* TASK TO COMPLETE *
Start with the first line of the material. Repeat each line exactly through the one that contains "position:relative; flex:1; overflow:hidden".

* RECORDS FOR THIS EXERCISE *
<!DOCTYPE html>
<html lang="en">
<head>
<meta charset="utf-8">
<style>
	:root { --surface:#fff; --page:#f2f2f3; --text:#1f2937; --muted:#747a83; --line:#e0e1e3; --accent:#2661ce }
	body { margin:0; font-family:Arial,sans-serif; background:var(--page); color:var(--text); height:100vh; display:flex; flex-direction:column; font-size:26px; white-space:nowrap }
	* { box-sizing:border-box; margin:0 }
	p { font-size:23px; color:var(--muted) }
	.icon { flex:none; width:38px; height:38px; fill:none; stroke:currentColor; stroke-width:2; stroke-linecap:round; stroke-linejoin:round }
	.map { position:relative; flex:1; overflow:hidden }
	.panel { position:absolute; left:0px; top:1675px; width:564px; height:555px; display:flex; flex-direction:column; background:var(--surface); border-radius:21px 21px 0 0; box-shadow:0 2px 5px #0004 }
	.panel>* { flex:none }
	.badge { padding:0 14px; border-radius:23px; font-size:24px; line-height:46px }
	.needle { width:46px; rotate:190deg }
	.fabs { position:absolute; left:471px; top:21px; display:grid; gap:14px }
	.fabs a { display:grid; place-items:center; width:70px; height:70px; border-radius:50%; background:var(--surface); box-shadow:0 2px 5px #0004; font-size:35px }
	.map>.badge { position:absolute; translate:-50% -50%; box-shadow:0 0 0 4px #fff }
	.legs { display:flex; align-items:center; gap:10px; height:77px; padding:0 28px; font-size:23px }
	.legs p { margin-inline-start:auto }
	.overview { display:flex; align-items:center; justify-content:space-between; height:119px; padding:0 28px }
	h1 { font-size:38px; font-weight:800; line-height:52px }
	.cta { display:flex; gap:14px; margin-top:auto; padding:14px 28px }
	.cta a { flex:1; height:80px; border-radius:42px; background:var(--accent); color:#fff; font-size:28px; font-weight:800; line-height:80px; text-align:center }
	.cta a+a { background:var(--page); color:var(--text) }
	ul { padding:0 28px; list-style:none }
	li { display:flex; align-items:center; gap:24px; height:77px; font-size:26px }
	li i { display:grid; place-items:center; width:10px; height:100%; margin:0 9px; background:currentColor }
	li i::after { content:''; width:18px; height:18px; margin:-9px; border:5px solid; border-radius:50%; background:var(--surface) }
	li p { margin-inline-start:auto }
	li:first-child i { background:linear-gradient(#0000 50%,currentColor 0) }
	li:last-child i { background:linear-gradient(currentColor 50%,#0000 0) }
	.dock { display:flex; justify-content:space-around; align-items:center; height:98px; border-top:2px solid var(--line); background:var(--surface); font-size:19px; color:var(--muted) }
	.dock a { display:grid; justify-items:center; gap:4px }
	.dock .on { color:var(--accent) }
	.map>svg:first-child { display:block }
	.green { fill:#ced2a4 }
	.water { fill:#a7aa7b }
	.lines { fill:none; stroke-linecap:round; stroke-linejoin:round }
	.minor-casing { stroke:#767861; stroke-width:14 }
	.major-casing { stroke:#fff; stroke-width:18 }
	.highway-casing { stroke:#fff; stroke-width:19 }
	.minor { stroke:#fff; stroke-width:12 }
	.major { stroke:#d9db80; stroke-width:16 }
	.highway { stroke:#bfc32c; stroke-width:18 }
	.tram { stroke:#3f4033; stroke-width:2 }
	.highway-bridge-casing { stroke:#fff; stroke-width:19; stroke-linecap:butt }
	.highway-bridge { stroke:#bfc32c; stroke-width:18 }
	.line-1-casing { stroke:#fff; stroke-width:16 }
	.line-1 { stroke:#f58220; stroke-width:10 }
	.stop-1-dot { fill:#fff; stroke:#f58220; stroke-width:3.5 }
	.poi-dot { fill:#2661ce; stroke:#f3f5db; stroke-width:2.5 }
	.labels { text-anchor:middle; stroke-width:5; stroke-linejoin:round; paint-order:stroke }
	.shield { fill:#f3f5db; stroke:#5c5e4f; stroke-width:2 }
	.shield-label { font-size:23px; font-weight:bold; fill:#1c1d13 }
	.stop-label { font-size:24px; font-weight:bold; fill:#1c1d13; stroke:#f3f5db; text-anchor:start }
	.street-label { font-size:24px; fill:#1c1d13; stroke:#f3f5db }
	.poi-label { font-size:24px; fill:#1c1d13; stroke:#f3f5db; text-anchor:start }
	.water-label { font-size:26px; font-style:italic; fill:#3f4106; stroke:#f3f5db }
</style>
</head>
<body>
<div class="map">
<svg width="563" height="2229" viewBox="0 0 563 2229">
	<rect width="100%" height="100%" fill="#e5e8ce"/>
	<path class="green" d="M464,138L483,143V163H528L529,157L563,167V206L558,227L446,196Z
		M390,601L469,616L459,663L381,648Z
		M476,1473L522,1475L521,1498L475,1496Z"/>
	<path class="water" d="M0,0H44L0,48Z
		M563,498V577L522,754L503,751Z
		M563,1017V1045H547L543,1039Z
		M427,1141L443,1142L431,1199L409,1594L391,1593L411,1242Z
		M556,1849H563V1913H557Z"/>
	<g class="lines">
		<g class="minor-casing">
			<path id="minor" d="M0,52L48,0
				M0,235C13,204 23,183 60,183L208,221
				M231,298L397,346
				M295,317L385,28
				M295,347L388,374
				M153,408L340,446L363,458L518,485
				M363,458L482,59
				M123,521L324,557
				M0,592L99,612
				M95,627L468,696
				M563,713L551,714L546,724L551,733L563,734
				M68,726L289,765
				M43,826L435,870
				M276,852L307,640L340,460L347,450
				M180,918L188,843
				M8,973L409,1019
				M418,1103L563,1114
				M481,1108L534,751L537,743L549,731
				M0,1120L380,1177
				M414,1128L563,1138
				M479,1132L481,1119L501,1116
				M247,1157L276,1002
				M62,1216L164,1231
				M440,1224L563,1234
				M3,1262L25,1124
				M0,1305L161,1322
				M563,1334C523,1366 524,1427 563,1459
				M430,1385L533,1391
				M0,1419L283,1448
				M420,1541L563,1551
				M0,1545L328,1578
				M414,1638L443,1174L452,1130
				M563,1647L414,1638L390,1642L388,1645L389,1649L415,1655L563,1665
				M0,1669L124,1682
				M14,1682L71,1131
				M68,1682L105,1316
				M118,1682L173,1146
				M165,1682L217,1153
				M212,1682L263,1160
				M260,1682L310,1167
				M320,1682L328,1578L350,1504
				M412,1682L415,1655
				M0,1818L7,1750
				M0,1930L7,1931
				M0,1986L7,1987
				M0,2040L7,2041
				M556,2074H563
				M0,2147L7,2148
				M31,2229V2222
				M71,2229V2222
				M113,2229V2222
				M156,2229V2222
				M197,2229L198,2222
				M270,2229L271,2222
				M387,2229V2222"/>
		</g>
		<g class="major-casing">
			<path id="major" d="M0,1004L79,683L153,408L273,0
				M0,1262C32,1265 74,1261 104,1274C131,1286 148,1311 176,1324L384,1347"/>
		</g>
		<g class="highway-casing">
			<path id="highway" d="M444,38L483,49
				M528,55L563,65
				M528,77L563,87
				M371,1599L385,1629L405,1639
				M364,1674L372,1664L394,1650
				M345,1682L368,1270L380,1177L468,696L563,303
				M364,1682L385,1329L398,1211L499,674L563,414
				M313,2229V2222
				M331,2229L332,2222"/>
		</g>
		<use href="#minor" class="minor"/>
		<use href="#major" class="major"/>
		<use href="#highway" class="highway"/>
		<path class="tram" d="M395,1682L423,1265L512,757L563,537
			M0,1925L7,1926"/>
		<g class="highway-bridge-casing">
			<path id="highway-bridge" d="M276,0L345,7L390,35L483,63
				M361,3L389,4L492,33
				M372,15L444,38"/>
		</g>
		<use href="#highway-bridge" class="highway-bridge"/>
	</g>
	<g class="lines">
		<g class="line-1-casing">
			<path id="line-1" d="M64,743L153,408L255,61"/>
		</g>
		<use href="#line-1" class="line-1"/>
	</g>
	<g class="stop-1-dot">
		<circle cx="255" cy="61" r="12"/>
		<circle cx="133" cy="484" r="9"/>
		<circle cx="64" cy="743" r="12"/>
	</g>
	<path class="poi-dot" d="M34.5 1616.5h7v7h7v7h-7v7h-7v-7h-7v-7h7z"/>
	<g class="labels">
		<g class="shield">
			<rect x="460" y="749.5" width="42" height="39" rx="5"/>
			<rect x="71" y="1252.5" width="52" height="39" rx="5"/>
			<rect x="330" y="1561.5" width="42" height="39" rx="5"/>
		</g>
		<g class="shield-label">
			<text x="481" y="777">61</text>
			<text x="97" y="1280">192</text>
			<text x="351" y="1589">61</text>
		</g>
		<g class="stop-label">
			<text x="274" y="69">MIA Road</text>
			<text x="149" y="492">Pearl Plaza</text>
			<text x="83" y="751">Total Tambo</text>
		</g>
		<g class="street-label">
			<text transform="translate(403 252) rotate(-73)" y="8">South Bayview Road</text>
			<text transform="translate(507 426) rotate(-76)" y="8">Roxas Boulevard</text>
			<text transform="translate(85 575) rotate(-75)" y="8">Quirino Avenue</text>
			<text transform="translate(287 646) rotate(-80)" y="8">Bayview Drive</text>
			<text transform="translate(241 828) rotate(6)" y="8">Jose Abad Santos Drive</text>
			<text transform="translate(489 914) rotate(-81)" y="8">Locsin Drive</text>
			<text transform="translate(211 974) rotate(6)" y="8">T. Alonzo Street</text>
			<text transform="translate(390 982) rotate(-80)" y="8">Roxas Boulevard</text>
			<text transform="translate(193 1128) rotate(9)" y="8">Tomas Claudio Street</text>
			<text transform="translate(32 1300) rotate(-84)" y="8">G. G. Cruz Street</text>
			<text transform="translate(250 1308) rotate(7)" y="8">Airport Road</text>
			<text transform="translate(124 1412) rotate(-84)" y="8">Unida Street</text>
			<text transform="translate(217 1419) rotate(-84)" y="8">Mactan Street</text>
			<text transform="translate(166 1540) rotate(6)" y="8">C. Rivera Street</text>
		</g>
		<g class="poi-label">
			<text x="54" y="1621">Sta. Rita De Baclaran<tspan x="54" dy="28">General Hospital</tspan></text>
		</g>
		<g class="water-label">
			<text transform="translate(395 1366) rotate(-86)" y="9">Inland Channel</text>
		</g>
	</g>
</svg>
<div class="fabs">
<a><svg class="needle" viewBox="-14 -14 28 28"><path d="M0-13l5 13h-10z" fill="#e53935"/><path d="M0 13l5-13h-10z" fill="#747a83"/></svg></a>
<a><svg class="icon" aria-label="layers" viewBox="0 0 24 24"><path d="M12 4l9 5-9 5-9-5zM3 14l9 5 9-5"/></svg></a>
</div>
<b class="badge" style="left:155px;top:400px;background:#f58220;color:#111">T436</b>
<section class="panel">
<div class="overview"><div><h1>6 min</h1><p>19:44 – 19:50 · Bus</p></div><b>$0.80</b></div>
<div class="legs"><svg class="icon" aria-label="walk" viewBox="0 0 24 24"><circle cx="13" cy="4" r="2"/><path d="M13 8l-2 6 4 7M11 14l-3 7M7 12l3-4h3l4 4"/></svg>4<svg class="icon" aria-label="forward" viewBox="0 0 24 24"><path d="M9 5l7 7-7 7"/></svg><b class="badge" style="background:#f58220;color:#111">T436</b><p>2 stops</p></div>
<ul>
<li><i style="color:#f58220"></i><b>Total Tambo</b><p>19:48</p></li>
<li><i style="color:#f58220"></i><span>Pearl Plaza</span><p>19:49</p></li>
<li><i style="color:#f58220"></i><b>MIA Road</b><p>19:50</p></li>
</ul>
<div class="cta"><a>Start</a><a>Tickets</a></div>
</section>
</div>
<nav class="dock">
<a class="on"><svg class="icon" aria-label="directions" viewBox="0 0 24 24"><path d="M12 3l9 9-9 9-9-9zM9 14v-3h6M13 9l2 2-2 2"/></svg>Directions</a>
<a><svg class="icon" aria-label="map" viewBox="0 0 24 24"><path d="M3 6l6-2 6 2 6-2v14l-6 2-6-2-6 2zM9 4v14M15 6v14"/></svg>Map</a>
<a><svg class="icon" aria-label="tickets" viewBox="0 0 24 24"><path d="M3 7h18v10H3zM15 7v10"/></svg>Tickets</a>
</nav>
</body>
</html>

* ANSWER FOR THE TASK *
<!DOCTYPE html>
<html lang="en">
<head>
<meta charset="utf-8">
<style>
	:root { --surface:#fff; --page:#f2f2f3; --text:#1f2937; --muted:#747a83; --line:#e0e1e3; --accent:#2661ce }
	body { margin:0; font-family:Arial,sans-serif; background:var(--page); color:var(--text); height:100vh; display:flex; flex-direction:column; font-size:26px; white-space:nowrap }
	* { box-sizing:border-box; margin:0 }
	p { font-size:23px; color:var(--muted) }
	.icon { flex:none; width:38px; height:38px; fill:none; stroke:currentColor; stroke-width:2; stroke-linecap:round; stroke-linejoin:round }
	.map { position:relative; flex:1; overflow:hidden }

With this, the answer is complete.